Chapter 85. Uncheck Your Exceptions

Kevlin Henney

If you ever want to walk to hell, the journey will be easy on your feet. The whole road is very well paved, with good intentions as far as the eye can see. At least one of those paving stones is dedicated to Java’s checked exception model.

A checked exception is one that, if not handled within a method, must appear in the method’s throws clause. Any class descended from Throwable can be listed after throws, but unhandled checked exceptions (not descended from either RuntimeException or Error) must appear. This is a feature of the Java language, but it has no meaning for the JVM and is not a requirement for JVM languages.

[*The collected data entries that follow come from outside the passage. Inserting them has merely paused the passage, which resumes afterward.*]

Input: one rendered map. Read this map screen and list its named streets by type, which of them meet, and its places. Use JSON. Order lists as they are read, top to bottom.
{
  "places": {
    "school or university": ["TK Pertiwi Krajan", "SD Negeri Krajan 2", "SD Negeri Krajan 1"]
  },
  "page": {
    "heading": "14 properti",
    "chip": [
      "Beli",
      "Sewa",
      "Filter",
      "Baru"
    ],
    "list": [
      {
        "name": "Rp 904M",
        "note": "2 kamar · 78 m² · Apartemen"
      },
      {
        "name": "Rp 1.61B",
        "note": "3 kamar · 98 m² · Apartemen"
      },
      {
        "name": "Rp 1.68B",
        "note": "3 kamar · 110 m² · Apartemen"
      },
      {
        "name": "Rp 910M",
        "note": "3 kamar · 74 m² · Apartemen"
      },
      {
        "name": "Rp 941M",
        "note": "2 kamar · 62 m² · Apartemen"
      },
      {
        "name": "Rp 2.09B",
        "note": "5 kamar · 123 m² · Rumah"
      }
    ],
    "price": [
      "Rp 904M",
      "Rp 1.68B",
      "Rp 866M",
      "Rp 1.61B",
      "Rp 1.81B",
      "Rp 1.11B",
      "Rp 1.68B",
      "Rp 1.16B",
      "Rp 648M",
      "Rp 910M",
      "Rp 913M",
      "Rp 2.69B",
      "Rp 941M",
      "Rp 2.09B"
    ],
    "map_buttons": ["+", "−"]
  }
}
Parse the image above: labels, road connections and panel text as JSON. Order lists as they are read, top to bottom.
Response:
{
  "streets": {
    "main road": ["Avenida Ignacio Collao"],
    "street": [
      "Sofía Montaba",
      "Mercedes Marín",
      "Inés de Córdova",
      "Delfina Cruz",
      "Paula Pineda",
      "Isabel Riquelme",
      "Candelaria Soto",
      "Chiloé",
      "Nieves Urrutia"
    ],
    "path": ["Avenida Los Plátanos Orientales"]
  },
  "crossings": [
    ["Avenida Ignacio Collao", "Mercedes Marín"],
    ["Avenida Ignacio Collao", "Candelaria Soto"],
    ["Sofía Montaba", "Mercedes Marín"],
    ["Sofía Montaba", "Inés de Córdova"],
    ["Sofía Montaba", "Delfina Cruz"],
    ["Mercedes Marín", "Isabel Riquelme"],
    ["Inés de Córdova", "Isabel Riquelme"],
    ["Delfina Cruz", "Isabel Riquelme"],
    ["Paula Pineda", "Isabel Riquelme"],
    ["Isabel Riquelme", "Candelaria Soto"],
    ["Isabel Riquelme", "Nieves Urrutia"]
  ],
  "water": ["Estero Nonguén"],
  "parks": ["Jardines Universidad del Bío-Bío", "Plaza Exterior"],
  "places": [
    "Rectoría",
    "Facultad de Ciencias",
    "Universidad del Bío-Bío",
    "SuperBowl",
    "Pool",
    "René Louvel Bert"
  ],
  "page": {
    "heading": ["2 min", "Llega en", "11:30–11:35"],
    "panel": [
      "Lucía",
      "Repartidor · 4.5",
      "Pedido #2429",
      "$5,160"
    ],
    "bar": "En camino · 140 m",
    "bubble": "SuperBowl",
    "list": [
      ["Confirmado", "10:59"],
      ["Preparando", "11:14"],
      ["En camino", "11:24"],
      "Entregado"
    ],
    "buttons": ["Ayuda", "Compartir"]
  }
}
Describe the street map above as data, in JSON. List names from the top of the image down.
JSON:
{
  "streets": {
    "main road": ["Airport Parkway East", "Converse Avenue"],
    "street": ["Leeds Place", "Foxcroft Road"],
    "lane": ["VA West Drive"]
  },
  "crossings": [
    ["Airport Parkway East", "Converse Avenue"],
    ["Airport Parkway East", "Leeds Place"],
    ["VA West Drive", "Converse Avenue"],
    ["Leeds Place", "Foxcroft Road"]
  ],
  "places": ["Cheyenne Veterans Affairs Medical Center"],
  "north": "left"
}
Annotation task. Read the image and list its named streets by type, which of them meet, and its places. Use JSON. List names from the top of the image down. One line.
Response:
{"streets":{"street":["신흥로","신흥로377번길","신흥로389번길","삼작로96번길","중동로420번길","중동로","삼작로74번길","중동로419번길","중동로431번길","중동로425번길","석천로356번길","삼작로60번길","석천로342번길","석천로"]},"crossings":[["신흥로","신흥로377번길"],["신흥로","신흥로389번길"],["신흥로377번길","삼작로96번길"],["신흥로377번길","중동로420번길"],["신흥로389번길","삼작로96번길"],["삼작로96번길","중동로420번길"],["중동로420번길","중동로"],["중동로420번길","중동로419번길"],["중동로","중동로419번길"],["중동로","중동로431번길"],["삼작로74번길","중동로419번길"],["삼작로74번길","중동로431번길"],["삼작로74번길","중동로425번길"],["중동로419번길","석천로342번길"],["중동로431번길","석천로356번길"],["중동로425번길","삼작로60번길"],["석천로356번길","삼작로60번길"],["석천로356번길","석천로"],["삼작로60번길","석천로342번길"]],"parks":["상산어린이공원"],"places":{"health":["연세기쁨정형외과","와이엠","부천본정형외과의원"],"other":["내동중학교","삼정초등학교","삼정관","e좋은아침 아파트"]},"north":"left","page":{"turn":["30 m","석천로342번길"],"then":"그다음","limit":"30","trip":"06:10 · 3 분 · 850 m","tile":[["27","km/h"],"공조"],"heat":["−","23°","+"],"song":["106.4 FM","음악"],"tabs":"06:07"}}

The good intention here promotes a method’s failures to the same type-level significance as its success-scenario inputs and outputs. At first sight, this seems reasonable. Indeed, in a small and closed codebase, this type-level confidence that some exceptions are not overlooked is an easy goal to meet and, once met, offers some (very) basic reassurance about the completeness of the code.

Practices that might work in the small, however, are under no obligation to scale. Java’s checked exceptions were an experiment in combining control flow with types, and experiments produce results. The designers of C# learned from the experience:

C# neither requires nor allows such exception specifications. Examination of small programs leads to the conclusion that requiring exception specifications could both enhance developer productivity and enhance code quality, but experience with large software projects suggests a different result—decreased productivity and little or no increase in code quality.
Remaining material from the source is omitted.